Tuberculosis kills more people worldwide than any other single infectious agent. In 2023, the World Health Organization reported 1.25 million TB deaths globally, a number that has barely budged in a decade. South Africa bears one of the heaviest burdens, ranking among the top ten countries for TB incidence. In rural areas, where clinics are distant and radiologists are scarce, many cases go undiagnosed until the disease has advanced and become highly contagious.
A Mumbai-based company called Qure.ai is changing that equation. Its product, qXR, is a deep learning system that reads chest X-rays for signs of tuberculosis. In a deployment across South African mobile screening vans, qXR screened 6,500 people and identified 187 cases of TB that would likely have been missed by the existing health system. Each X-ray is processed in under one minute.
The Missing Millions
The WHO estimates that roughly 3 million people with TB go undiagnosed every year. These "missing millions" continue to spread the disease in their communities, each untreated person potentially infecting 10 to 15 others annually. The diagnostic gap exists not because TB is hard to treat (a standard course of antibiotics cures most cases) but because it is hard to find.
In South Africa, the traditional screening pathway involves a symptom questionnaire followed by sputum collection for laboratory testing. The problem is that symptom-based screening misses up to half of active TB cases, particularly in people co-infected with HIV, where cough and weight loss may be attributed to other causes. Laboratory testing is accurate but slow. It can take days or weeks for results to come back, and many patients never return to collect them.
X-rays Without Radiologists
Chest X-rays are one of the most effective tools for TB screening. They can detect lung abnormalities consistent with TB even in patients who are not yet showing symptoms. But reading X-rays requires trained radiologists, and South Africa has approximately one radiologist per 100,000 people. In rural provinces like Limpopo and the Eastern Cape, the ratio is far worse.
Qure.ai's qXR system fills this gap.
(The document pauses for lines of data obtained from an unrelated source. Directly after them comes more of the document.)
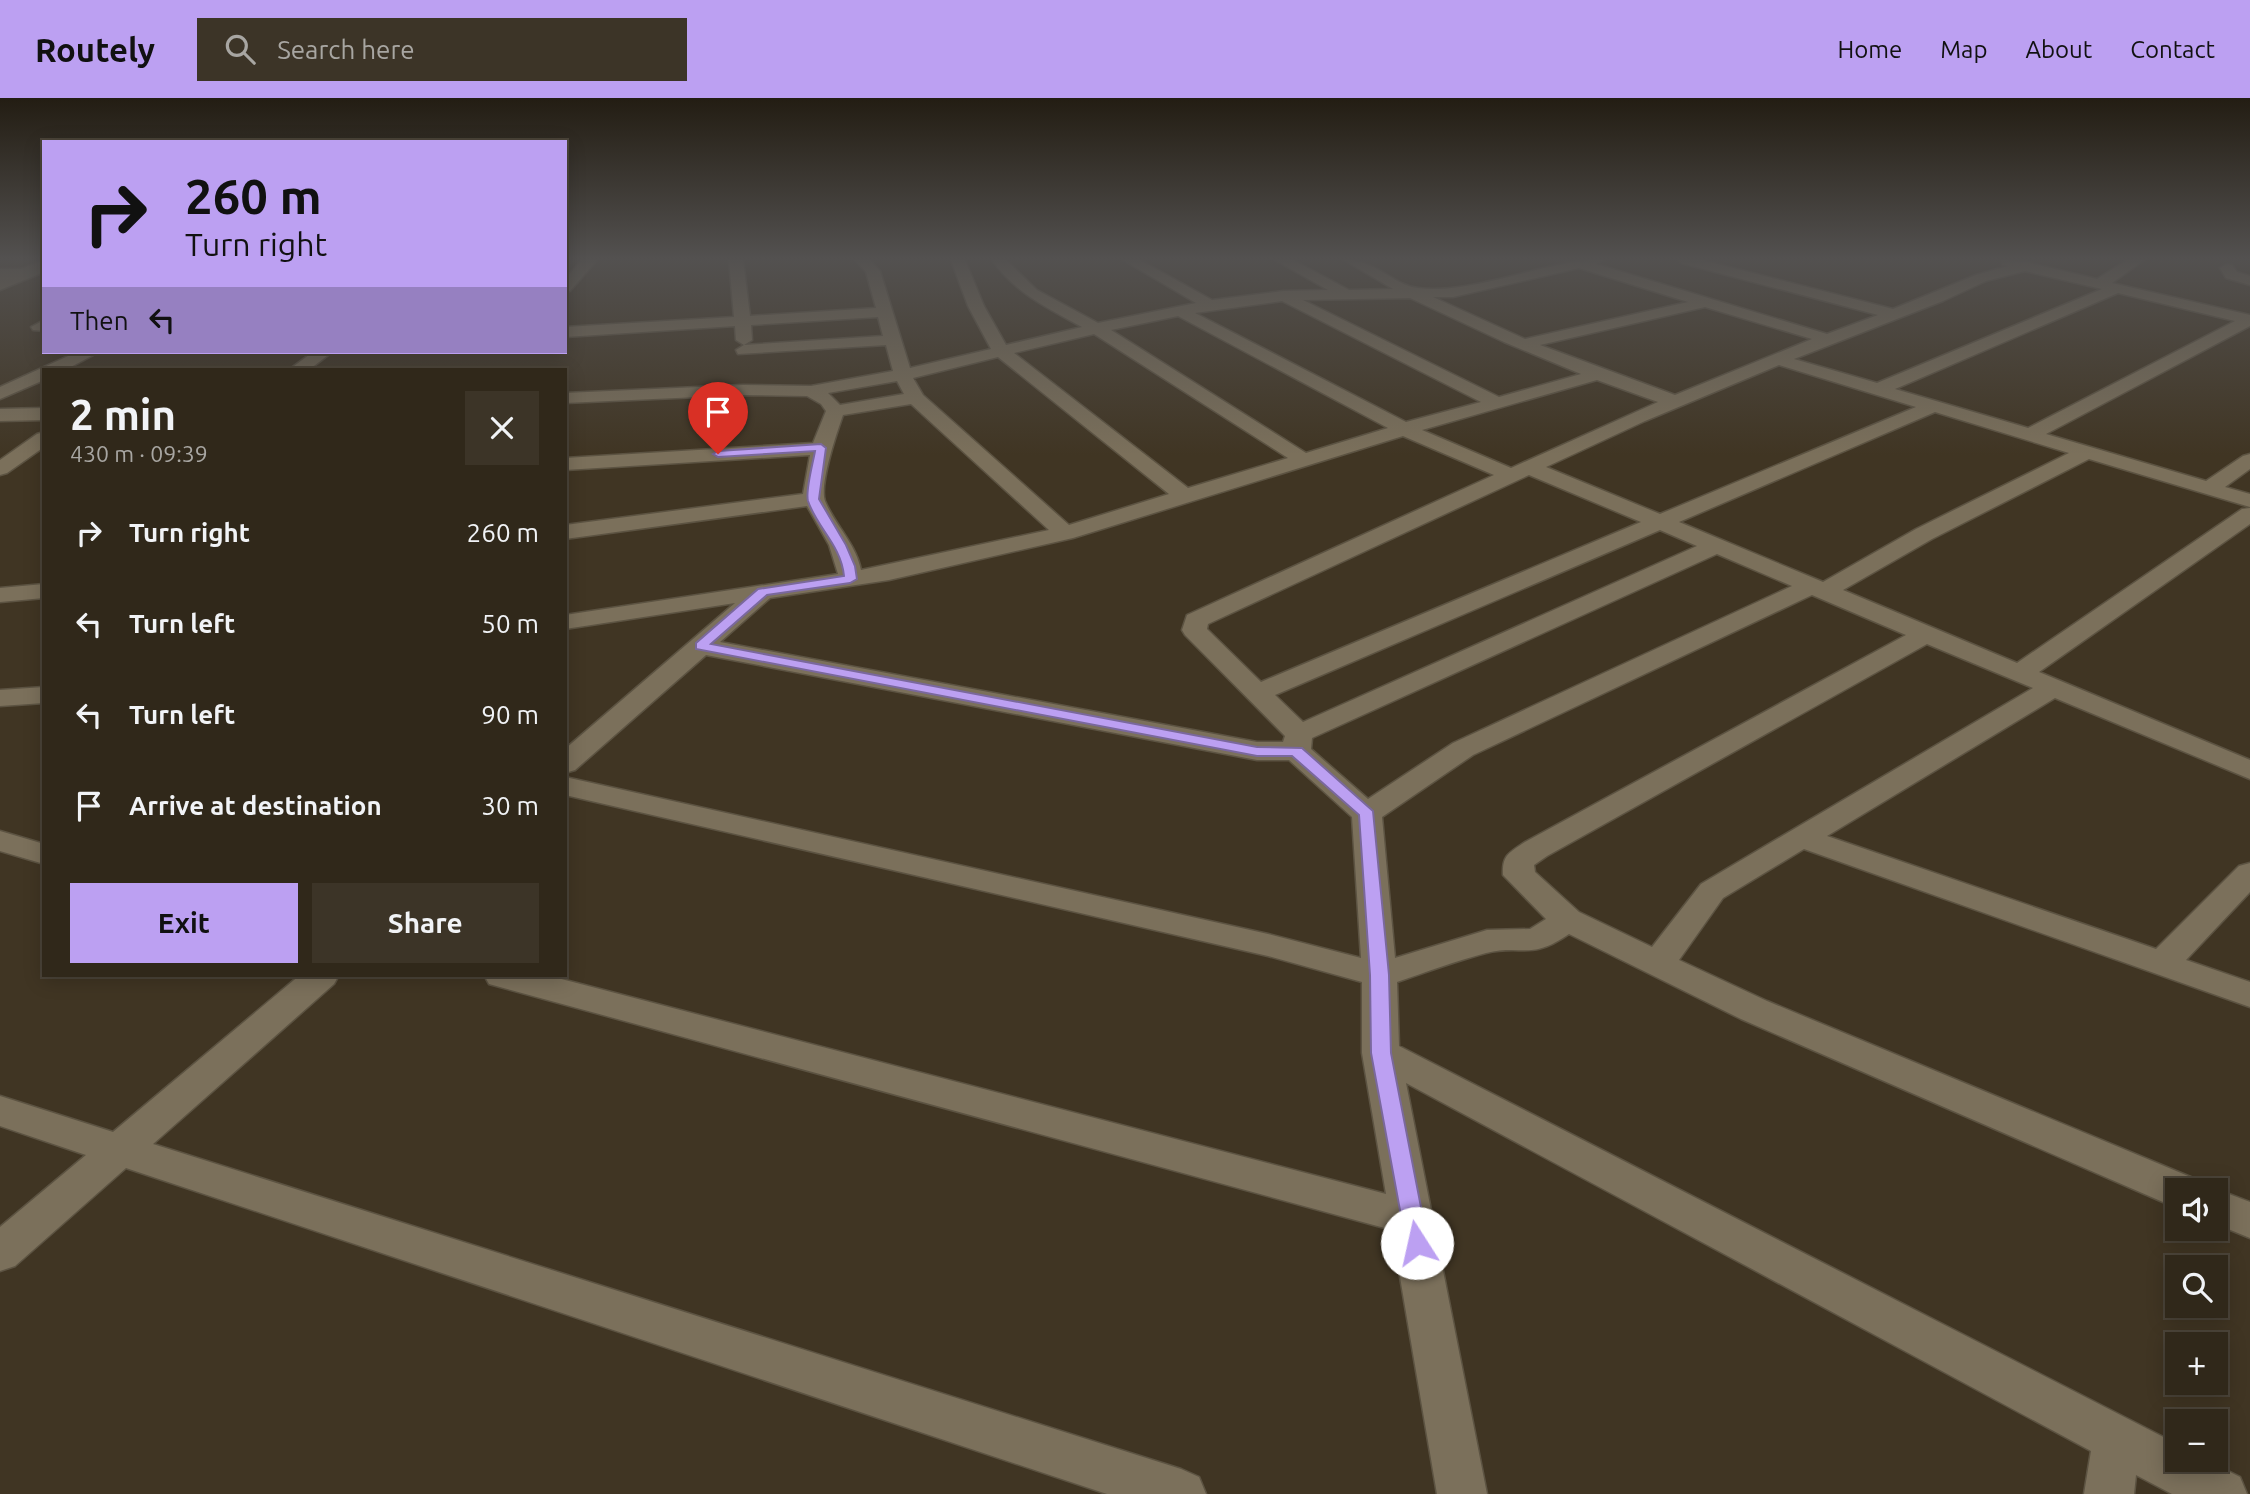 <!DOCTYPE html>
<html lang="en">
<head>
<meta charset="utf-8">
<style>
  body { margin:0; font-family:Ubuntu,sans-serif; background:#3c3427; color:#f1f3f6; height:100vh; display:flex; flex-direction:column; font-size:26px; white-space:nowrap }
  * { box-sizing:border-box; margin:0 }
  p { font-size:23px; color:#a8a6a2 }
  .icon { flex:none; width:38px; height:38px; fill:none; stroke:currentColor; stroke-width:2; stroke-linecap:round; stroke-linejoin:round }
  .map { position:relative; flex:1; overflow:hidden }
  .side { position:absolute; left:42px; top:270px; width:525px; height:609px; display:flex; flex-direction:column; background:#30281a; border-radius:0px; box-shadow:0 4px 18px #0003,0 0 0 2px #4b4439 }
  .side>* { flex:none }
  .banner { position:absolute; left:42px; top:42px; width:525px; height:214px; border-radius:0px; box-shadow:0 4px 18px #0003,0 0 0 2px #4b4439; background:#bca0f2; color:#111; overflow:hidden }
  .buttons { position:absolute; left:2165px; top:1080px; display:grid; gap:14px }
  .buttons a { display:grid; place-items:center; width:63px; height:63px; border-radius:0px; background:#30281a; box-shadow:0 4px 18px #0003,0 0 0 2px #4b4439; font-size:35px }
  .pin { position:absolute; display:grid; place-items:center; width:60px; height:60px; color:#fff; margin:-72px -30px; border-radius:50% 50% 50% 0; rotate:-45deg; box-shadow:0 0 7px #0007 }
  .pin .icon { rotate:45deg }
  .me { position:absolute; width:77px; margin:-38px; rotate:350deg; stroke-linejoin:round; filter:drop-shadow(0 0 5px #0008) }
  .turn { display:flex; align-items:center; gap:24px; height:147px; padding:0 28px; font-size:32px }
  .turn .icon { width:91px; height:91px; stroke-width:2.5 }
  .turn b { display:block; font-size:49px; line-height:60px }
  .then { display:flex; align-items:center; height:66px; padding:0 28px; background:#0003; gap:14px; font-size:26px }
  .round { display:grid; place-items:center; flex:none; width:74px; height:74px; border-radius:0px; background:#3c3427 }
  .headline { display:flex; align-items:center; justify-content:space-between; height:119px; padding:0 28px }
  h1 { font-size:42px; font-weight:600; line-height:52px }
  .cta { display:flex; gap:14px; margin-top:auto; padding:14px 28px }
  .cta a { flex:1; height:80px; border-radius:0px; background:#bca0f2; color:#111; font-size:28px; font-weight:600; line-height:80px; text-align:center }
  .cta a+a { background:#3c3427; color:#f1f3f6 }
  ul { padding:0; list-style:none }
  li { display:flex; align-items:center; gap:21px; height:91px; padding:0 28px }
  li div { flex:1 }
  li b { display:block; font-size:26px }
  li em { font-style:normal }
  header { display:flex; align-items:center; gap:42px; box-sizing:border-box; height:98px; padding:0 35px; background:#bca0f2; color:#111 }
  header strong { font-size:33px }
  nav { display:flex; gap:38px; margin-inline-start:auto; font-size:24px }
  .search { width:490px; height:63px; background:#3c3427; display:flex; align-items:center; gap:18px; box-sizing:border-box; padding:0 24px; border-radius:0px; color:#a8a6a2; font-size:26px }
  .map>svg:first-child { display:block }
</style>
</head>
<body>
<header>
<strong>Routely</strong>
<div class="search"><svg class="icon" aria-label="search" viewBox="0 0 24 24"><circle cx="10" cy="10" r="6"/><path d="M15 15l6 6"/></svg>Search here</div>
<nav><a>Home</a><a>Map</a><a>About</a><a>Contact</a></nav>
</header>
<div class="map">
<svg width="2250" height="1396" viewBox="0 0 2250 1396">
  <rect width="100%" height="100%" fill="#403523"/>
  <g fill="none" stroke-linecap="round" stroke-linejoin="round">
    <g stroke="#5c5342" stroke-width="3">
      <g id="minor">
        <polygon points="582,162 597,162 570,193 565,194 565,181"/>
        <path d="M729,162H743L750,218L876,210L866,174L855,162H870L880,173L910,270L991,251L968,208L951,162H965L984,208L1006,247L1082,229C1048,210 1015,195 992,162H1006L1037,192L1098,225L1196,205L1123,162H1140L1212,202L1283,193L1328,192L1275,162H1293L1349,192L1393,191L1344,162C1378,162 1392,187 1418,190C1474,197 1543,162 1603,162L1596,166L1827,236L1878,217L1681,165L1679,162H1702L1893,211L1976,177L2008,168L2002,167L2001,162L2026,164L2097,181L2127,162H2144L2112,185L2250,217V228L2046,336L2206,383L2243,358L2250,356V371L2225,389L2250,396V409L2089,361L1932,441L1843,492L2017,565L2242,411L2250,410V426L2039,574L2250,662V681L2055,600L1827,738L2156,851L2239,768L2250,765V794L2186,862L2250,884V909L1804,751L1723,800L1679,862L1767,903L2193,1080L2199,1092H2177V1108L2163,1104L1741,921L1569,836C1530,863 1523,846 1486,855C1456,863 1426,874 1397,884L1399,948L2177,1346V1362H2206L2240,1379L2247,1396H2172L2136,1377L2134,1396H2084L2091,1353L1406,985L1487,1396H1437L1392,1132L489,886L484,877H546L1386,1096L1362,955V884L1268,858L565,697V679L1268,836L1361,860L1352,719L1289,662H1257L706,557L575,672L565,675V651L735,505L565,531V517L838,476L829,447L807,408L565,441V427L803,396L810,357L565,372V360L813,345L826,313L821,306L807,298L743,297L565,305V295L743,287L811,288L893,273L886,247L738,256L736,252L744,247L736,242L735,228L565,239V229L734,219ZM1579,170L1688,204L1525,241L1433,199H1453ZM2025,173L2102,191L1877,285L1794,261L1943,203L1986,183ZM2118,195L2235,223L2028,330L1895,291ZM1410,200L1504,244L1581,276L1499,299L1303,202ZM1282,203L1284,204L1481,304L1406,324L1195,215ZM1705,209L1812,241L1675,297L1540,247ZM1178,218L1388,330L1306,355L1111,232ZM878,219L883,238L744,247L752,242L751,227ZM1094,236L1288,360L1188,390L1014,255ZM998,259L1169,396L1069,427L923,297L913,280ZM1779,267L1916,309L1660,416L1546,369L1645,323ZM1597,282L1658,304L1511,370L1422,332ZM897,283L904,296L840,307L828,295ZM911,306L1049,432L861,472C856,446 835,427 825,403C819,387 837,334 843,317ZM1935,314L2069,355L1916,431L1823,484L1679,424ZM1403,338L1494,377L1187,517L1182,532L1185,537L1285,638L1283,644H1257L720,544L770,500L889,482L1073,440ZM1529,377L1641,424L1261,584L1207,531L1208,526ZM1660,432L1697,448L1303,624L1275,597ZM1717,456L1792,488L1453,645L1368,701L1311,651L1312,640ZM1812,497L1906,537L1525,744C1509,755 1502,757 1503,777L1546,821L1530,831L1487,832L1395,860L1382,719L1473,657ZM1927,546L2033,590L1701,786L1652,849L1579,814L1535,774L1534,767L1547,758Z"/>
        <polygon points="2227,166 2232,167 2237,174 2250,178 2250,187 2226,180 2220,170"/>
        <polygon points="0,171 25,171 32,175 25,179 0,179"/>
        <polygon points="44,222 44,233 33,232 31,229"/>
        <polygon points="77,254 99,254 67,271 44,271 44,282 0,301 0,289"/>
        <polygon points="313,254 332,254 310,271 290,271"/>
        <polygon points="44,310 44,322 0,323 0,311"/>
        <polygon points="44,334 44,349 7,375 0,377 0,362 37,336"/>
        <polygon points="44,486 44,500 0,504 0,490"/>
        <polygon points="44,589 44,605 0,608 0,592"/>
        <polygon points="0,733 44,746 44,766 0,753"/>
        <polygon points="300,877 339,877 334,886 153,1046 1181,1371 1199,1379 1206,1396 1107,1396 126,1070 15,1168 0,1173 0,1129 86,1057 0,1028 0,998 113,1034"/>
        <polygon points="2216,1091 2250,1104 2250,1140 2216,1126 2216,1092 2213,1092"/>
      </g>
    </g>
    <g stroke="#5c5342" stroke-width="3">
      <polygon id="tertiary" points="44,162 44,174 0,192 0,179"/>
    </g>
    <use href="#minor" fill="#7b705b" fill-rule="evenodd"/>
    <use href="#tertiary" fill="#7b705b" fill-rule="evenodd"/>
  </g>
  <linearGradient id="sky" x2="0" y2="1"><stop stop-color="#231d13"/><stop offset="0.45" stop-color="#535150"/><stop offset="1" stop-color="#535150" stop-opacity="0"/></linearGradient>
  <rect width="2250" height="357" fill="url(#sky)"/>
  <path fill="#bca0f2" stroke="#7a689d" stroke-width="2" d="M821,346L826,350L819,401L846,447L855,468L857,481L850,485L767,497L711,546L1257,649L1302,650L1373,713L1389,877L1391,955L1428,1145L1425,1152L1417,1155L1409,1152L1406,1145L1371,955L1370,877L1359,717L1292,658H1257L696,551V545L758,491L844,478C841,447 817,430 808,403C805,393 813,365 815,353L718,359L713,356L718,353Z"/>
</svg>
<div class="buttons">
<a><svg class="icon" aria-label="sound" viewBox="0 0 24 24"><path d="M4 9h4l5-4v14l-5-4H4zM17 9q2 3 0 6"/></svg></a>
<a><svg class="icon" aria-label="search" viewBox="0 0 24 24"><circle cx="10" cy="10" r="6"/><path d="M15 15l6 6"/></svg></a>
<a>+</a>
<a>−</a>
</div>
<div class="pin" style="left:718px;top:356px;background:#d93025"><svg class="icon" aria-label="arrive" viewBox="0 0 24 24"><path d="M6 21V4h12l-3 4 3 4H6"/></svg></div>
<svg class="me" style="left:1417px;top:1145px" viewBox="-20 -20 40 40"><circle r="19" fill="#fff"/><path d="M0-13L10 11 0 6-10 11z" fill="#bca0f2"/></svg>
<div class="banner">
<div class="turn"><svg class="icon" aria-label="right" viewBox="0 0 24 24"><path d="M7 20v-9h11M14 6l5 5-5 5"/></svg><div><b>260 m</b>Turn right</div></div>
<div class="then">Then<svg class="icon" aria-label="left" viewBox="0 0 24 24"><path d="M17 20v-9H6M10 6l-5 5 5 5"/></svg></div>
</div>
<section class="side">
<div class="headline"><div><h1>2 min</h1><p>430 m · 09:39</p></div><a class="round"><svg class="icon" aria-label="close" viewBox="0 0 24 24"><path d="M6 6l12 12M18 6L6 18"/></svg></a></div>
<ul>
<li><svg class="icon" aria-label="right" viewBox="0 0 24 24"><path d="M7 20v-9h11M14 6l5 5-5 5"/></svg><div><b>Turn right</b></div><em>260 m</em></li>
<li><svg class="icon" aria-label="left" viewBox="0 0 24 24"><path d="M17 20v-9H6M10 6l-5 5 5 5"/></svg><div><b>Turn left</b></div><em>50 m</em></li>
<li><svg class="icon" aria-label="left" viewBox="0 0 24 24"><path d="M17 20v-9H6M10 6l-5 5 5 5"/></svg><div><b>Turn left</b></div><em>90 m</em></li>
<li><svg class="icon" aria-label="arrive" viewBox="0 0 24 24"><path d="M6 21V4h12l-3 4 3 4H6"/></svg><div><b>Arrive at destination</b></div><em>30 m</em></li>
</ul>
<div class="cta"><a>Exit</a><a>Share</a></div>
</section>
</div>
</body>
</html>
The software runs on a standard laptop connected to a portable X-ray machine. A patient walks in, gets an X-ray, and within seconds the AI flags whether the image shows signs consistent with TB. Flagged patients are immediately referred for confirmatory testing with GeneXpert, a rapid molecular diagnostic that can confirm TB and detect drug resistance in under two hours.
The AI does not replace the confirmatory test. What it does is function as a highly sensitive triage tool, deciding who needs further testing and who can be cleared. In clinical studies, qXR has demonstrated sensitivity above 95%, meaning it catches the vast majority of true TB cases while maintaining a specificity high enough to avoid overwhelming the confirmatory testing pipeline.
Mobile Clinics Reach the Unreachable
The South Africa deployment uses mobile screening vans that travel to communities, mine sites, and informal settlements. The vans are equipped with digital X-ray machines, laptops running qXR, and GeneXpert devices. A team of community health workers recruits participants, conducts the screening, and provides same-day results for those who test positive.
In the screening of 6,500 people, 187 active TB cases were identified. Many of these individuals had no symptoms or had symptoms they had not associated with TB. Without the mobile vans and AI screening, they would have continued in their communities undiagnosed, spreading the disease to family members, coworkers, and neighbors.
Scaling Across the Continent
Qure.ai has now deployed qXR in more than 30 countries. The WHO issued a recommendation in 2023 endorsing the use of computer-aided detection (CAD) for TB screening, specifically citing qXR and similar products as appropriate tools for community-based active case finding. This recommendation opened the door for national TB programs to include AI screening in their standard protocols and for global health funders like the Global Fund and PEPFAR to support deployment at scale.
The economics are compelling. A chest X-ray with AI interpretation costs a fraction of what it would cost to employ a radiologist for the same task. The portable equipment fits in a van. The software works offline with periodic updates. For countries where TB kills tens of thousands annually and health budgets are stretched thin, the combination of mobile X-ray and AI triage offers a path to finding and treating cases that the health system currently misses.
Every Missed Case Has a Cost
Each undiagnosed TB case represents not only suffering for the individual but a chain of transmission that sustains the epidemic. Modeling studies suggest that finding and treating one infectious case of TB prevents an average of five secondary infections. The 187 cases found in this single South African deployment, if treated successfully, could prevent nearly a thousand future infections.
A van. A portable X-ray machine. A laptop running an AI model trained on millions of chest images. This is what closing the diagnostic gap looks like in practice. Not a theoretical breakthrough in a research lab, but a community health worker driving down a dirt road to find the patients the system forgot.
Sources: Qure.ai qXR clinical validation studies; WHO operational handbook on tuberculosis, Module 2: Screening (2023 update); WHO Global Tuberculosis Report 2024; South Africa National TB Programme reports; The Lancet Digital Health, systematic reviews of CAD for TB screening.